**INSTRUCTIONS FOR THE TASK**
In the records below, find the lines that include "frame" and copy each.

**RECORDS**

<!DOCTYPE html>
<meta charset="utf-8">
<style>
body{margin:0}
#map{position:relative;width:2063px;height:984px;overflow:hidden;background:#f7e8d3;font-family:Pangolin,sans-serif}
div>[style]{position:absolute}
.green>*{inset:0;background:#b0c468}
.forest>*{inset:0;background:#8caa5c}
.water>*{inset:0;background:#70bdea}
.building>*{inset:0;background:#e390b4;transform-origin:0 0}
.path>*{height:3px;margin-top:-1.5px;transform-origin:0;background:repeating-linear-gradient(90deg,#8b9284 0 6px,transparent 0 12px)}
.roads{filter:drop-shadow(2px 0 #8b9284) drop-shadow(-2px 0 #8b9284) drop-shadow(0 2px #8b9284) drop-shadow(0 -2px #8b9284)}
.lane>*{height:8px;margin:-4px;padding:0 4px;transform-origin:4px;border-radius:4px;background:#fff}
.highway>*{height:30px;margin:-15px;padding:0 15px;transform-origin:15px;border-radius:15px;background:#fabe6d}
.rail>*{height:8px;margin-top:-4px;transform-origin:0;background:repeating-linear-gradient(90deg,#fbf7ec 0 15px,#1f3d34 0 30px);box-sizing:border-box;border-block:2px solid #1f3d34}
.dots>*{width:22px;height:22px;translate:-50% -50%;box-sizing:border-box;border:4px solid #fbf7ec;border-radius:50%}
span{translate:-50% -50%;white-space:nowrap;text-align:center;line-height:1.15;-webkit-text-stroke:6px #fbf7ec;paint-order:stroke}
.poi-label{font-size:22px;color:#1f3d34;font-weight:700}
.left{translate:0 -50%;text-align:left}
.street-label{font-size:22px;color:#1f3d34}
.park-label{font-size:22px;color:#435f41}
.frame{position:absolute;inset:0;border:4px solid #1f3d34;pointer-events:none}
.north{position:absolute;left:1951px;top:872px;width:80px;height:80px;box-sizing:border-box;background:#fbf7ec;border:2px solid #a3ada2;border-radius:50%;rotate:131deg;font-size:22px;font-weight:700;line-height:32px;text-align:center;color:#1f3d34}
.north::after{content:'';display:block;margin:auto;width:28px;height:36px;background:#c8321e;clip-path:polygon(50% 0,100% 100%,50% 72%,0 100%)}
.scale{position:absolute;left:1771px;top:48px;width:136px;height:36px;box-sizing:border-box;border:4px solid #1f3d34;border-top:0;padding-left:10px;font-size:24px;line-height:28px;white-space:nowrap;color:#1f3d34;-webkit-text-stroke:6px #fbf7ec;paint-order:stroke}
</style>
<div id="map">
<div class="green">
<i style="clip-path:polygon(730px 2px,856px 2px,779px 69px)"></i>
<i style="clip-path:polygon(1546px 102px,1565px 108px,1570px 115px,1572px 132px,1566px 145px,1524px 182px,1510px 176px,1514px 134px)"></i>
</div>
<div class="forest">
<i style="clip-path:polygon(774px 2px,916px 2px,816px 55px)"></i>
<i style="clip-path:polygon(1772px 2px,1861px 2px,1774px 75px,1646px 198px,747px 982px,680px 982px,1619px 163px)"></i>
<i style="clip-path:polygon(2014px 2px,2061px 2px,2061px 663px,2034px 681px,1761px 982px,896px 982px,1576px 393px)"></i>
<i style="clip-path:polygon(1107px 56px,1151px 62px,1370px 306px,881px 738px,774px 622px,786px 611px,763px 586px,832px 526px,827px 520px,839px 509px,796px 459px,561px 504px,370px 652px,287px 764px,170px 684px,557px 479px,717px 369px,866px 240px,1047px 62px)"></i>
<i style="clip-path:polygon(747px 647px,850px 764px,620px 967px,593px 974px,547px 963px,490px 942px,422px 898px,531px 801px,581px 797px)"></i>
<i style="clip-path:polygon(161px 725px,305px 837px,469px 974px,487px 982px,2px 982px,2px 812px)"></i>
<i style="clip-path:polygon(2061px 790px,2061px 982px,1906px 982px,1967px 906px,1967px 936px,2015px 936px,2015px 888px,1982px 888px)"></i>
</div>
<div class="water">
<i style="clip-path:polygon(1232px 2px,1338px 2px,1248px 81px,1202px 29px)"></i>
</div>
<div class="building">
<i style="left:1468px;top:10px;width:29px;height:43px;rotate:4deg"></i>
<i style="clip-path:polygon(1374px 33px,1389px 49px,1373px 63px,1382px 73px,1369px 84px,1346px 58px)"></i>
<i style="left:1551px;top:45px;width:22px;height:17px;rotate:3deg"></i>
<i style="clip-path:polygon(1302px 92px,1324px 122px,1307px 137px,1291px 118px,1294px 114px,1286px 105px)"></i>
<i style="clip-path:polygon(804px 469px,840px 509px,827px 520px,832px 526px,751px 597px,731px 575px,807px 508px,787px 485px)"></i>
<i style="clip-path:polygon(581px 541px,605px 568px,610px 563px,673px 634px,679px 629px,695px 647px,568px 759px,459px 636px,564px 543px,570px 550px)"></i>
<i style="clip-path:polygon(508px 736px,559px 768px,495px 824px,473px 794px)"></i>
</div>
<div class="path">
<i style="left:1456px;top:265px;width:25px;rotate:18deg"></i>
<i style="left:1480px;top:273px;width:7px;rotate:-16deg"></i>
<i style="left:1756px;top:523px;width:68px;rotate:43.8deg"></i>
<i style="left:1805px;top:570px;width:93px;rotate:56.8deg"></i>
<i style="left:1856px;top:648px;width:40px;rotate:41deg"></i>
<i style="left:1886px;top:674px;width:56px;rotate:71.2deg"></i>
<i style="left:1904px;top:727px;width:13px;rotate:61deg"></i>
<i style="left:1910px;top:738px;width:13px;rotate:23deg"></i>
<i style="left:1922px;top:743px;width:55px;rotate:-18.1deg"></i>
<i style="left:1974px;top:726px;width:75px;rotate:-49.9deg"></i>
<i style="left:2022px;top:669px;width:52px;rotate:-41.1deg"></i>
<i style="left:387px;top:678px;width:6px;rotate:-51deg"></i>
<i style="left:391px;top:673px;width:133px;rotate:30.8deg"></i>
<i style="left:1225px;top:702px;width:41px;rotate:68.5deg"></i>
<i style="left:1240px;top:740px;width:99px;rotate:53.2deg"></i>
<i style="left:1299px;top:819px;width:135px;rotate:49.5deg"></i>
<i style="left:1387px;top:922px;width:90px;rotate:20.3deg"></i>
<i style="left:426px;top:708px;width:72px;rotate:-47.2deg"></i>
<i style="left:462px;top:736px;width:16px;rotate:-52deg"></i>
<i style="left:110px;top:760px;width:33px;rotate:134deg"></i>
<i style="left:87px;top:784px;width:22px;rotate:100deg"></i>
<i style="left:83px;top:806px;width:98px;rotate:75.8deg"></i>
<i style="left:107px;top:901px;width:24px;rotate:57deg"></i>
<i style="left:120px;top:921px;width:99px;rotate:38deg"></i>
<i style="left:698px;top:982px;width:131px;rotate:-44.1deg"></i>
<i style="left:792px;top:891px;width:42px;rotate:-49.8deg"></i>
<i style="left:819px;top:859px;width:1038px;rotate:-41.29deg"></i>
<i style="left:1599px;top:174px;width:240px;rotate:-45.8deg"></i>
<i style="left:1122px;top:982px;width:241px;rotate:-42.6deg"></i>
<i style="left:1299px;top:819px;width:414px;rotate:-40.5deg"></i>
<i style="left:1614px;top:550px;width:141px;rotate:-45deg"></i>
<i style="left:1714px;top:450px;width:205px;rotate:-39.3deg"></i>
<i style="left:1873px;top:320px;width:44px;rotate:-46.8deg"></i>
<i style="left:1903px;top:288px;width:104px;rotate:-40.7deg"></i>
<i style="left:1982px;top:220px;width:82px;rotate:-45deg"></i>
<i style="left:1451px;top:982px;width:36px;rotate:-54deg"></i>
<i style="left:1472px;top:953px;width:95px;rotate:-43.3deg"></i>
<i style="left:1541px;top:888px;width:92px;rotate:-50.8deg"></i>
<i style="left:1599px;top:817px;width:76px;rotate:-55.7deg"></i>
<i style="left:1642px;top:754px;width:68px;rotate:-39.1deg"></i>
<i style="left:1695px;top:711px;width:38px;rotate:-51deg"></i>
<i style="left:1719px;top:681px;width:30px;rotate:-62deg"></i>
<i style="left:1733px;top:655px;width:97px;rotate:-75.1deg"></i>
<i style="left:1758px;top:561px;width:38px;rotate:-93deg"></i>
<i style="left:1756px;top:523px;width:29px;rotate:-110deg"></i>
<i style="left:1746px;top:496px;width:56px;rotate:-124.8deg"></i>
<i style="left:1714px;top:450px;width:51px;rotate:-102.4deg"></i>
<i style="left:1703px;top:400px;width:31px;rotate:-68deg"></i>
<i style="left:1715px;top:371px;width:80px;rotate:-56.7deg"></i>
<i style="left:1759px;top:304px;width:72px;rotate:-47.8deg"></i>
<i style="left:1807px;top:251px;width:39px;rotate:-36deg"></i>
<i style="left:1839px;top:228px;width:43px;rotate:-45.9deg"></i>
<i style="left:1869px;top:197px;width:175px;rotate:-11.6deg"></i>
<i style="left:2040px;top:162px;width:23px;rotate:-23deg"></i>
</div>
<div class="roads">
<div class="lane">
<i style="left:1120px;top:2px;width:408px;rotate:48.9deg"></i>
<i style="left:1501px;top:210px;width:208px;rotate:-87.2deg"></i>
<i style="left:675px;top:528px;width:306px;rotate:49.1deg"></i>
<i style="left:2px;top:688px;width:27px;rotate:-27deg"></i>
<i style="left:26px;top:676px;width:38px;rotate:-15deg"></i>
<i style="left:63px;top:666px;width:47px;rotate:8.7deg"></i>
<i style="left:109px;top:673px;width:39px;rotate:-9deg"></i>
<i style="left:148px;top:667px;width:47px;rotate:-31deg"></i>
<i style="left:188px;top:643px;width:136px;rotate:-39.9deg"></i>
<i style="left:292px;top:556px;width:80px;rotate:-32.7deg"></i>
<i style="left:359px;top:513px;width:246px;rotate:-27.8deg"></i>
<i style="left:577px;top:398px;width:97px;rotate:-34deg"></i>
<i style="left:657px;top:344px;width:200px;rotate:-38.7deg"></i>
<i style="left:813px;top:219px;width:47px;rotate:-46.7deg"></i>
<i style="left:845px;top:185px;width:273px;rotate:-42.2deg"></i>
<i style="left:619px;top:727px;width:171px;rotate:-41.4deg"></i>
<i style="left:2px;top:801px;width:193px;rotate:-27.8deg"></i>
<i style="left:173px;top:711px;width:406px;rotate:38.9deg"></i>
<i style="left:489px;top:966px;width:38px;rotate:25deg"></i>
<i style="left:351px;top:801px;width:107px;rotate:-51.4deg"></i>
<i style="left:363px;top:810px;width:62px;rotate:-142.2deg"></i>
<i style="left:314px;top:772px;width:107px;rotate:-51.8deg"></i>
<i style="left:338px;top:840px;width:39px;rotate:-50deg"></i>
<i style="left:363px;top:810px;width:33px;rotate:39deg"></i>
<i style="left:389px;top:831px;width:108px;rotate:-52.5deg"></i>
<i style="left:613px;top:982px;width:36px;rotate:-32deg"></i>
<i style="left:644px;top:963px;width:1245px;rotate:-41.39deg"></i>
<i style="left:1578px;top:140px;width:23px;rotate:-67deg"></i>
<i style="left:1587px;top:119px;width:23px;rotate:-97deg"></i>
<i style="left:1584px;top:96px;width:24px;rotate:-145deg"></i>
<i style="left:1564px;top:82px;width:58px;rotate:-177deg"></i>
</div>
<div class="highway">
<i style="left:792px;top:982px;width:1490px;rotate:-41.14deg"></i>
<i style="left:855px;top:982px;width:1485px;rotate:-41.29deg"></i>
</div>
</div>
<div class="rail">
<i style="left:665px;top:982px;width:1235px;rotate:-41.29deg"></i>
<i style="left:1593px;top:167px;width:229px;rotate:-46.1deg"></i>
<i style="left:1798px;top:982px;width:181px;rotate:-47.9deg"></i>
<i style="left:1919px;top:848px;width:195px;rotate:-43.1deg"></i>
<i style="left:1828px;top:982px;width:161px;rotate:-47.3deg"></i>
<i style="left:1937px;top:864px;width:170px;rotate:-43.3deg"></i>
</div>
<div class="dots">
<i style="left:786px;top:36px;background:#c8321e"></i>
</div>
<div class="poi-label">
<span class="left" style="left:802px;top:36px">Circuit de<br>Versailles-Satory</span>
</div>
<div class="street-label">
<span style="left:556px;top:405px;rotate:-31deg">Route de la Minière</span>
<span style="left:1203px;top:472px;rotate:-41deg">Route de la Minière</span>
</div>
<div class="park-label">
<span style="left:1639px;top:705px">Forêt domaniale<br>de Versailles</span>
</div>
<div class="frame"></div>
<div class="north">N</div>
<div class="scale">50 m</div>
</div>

**RESPONSE TO THIS EXERCISE**
.frame{position:absolute;inset:0;border:4px solid #1f3d34;pointer-events:none}
<div class="frame"></div>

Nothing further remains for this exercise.